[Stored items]

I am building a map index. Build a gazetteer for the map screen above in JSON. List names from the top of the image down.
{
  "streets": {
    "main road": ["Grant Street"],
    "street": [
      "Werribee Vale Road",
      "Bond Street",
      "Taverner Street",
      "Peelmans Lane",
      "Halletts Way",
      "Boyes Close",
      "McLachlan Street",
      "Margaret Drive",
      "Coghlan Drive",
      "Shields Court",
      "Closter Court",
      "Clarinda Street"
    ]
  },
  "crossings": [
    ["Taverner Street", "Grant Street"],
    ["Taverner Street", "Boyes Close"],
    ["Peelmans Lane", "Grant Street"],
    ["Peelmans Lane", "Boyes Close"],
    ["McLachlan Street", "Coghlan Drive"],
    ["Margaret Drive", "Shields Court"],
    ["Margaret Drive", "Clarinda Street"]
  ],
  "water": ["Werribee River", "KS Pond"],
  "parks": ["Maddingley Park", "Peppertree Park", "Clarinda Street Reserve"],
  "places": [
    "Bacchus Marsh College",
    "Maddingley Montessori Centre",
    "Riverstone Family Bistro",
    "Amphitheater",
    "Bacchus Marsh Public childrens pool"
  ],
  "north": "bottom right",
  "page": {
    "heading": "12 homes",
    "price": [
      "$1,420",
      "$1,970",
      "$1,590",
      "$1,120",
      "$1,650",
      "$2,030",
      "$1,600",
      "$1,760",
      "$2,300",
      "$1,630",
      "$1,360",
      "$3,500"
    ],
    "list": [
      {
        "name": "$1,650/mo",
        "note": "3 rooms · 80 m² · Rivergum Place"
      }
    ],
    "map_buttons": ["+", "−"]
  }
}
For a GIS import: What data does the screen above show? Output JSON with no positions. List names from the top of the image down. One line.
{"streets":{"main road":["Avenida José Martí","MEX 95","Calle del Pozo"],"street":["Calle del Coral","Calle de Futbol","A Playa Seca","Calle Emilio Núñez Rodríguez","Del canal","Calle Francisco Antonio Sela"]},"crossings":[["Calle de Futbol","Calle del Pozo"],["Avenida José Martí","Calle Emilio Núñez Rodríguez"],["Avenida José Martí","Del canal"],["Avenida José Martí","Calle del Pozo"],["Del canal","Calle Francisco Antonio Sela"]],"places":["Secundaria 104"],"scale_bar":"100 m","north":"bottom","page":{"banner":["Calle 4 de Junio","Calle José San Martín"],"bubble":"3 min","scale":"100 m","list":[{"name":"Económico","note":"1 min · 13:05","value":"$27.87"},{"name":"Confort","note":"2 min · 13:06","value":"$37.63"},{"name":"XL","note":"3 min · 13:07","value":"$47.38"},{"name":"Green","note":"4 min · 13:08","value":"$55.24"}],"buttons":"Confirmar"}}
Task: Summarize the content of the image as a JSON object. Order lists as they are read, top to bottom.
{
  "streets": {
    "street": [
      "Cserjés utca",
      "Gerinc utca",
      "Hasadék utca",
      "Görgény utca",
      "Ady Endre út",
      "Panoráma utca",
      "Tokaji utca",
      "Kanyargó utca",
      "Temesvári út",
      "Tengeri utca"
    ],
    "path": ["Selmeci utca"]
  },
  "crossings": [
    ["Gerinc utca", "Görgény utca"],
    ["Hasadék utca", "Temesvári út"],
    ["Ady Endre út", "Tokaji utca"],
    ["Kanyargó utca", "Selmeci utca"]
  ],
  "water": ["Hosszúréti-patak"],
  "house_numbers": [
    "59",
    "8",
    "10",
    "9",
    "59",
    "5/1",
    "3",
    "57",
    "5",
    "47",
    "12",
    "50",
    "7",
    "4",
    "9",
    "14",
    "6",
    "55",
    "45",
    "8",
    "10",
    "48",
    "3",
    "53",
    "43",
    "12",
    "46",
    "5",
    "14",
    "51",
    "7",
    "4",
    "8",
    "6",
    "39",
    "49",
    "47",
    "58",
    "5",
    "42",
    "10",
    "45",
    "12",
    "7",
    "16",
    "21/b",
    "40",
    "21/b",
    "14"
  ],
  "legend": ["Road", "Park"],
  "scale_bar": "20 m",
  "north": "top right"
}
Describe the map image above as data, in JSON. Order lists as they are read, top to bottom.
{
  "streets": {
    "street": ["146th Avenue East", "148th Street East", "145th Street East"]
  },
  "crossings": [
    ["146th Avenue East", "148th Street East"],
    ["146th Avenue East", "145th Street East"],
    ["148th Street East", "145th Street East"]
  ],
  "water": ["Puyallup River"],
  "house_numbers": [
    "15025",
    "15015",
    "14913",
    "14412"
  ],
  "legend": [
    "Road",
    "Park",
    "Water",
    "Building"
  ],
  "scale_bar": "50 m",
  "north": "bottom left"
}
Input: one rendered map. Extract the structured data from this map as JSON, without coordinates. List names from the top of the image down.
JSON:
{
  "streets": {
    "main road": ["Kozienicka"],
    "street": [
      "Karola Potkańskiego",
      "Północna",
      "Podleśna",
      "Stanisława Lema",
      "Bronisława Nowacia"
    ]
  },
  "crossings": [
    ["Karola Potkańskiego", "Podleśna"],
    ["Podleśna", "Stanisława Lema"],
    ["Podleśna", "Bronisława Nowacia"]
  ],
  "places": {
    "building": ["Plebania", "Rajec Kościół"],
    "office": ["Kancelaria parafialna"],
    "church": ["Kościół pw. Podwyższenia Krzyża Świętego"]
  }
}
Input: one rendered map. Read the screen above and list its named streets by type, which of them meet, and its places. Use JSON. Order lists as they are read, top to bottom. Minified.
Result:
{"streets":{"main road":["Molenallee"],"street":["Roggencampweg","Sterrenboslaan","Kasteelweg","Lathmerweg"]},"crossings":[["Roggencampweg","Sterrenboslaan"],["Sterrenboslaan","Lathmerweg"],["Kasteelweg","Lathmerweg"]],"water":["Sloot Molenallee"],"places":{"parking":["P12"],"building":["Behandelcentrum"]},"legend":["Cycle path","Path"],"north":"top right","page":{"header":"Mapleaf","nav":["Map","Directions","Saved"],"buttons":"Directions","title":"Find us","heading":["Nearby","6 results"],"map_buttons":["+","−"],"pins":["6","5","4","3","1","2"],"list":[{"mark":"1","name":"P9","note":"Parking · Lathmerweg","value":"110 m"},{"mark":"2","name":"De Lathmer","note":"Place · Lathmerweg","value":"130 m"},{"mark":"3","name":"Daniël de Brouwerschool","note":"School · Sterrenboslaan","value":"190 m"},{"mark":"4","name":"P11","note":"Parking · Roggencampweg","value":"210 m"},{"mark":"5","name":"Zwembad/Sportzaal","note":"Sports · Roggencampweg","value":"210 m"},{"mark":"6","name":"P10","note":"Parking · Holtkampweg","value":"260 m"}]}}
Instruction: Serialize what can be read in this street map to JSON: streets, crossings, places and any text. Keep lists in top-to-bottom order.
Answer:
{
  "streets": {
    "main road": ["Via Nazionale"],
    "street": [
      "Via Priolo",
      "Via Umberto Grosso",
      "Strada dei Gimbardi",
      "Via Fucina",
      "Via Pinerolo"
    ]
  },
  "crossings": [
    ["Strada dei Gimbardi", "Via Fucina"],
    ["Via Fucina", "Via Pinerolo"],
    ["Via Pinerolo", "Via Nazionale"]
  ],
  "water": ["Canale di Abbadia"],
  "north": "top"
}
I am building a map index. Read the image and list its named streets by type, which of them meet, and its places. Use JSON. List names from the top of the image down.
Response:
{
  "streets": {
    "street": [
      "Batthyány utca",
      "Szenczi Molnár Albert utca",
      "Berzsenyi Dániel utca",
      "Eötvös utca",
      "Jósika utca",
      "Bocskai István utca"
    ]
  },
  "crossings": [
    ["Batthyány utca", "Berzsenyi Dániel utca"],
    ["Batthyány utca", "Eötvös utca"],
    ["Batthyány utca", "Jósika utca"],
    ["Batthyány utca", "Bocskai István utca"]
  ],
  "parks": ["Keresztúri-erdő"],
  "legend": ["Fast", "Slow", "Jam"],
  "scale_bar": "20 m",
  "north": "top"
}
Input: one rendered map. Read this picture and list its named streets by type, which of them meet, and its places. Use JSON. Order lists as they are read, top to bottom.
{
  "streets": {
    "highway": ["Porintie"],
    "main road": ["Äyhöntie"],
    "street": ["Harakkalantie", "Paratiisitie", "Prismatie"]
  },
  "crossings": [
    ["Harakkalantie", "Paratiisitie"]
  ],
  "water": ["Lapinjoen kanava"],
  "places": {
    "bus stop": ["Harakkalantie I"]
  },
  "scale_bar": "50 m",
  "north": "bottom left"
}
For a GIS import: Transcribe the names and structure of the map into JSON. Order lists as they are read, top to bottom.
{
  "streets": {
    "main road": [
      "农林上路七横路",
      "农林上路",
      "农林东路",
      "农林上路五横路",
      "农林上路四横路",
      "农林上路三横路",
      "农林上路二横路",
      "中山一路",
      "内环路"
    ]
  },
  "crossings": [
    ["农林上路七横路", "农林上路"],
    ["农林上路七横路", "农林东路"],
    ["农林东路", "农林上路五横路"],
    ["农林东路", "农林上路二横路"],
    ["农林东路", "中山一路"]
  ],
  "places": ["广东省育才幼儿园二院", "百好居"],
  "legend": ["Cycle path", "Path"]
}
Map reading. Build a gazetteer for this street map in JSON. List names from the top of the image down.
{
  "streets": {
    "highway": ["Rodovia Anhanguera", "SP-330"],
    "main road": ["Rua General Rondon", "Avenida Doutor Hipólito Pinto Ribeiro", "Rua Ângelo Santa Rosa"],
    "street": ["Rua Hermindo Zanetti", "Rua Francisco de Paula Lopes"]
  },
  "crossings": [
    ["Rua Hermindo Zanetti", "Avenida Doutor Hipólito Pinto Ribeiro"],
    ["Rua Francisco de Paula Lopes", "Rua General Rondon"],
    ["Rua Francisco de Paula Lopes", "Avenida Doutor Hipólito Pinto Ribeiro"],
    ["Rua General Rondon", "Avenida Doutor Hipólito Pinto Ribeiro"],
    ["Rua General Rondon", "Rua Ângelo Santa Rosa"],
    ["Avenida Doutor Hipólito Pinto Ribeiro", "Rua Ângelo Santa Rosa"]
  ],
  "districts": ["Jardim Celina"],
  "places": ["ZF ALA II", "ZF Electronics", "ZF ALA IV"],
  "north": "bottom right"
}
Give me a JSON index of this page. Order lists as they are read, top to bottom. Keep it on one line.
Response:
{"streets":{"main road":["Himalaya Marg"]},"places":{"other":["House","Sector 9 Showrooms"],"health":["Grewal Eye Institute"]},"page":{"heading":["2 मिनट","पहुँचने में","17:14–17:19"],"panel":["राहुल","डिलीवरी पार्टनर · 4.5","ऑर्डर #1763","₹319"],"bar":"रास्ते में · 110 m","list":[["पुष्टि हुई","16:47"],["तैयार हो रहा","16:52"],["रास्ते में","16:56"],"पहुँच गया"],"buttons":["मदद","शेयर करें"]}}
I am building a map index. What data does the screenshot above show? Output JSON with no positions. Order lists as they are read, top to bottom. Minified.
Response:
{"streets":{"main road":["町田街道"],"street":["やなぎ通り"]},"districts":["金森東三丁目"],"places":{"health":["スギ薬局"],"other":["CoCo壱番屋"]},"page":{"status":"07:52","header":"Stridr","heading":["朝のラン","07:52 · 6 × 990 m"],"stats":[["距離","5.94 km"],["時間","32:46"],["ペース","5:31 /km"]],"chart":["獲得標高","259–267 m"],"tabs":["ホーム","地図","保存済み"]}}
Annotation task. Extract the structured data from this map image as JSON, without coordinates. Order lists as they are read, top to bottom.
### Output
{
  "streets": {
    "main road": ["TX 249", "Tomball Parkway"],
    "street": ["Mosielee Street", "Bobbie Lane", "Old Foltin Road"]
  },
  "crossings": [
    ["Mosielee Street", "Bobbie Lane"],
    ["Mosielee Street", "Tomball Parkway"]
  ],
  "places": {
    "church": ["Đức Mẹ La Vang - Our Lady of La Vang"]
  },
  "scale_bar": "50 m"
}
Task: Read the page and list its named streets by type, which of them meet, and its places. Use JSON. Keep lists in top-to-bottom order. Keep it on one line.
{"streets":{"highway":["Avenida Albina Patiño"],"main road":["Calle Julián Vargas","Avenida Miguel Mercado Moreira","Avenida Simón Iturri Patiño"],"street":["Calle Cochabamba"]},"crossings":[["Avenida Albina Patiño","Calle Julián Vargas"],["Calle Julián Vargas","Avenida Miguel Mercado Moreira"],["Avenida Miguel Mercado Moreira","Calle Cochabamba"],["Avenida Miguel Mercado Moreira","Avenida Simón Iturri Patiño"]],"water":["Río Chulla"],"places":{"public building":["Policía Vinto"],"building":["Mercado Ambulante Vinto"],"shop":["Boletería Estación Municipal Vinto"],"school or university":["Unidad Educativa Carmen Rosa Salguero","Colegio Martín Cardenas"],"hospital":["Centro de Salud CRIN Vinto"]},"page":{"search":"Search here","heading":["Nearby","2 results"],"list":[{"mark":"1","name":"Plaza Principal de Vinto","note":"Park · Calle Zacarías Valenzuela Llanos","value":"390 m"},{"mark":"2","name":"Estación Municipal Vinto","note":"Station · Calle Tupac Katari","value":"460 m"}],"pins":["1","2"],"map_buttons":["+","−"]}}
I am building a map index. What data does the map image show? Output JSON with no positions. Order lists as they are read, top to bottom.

## The task
Copy out every line from the data above that has "Minified" in it.

## Answer for this exercise
Input: one rendered map. Read the screen above and list its named streets by type, which of them meet, and its places. Use JSON. Order lists as they are read, top to bottom. Minified.
I am building a map index. What data does the screenshot above show? Output JSON with no positions. Order lists as they are read, top to bottom. Minified.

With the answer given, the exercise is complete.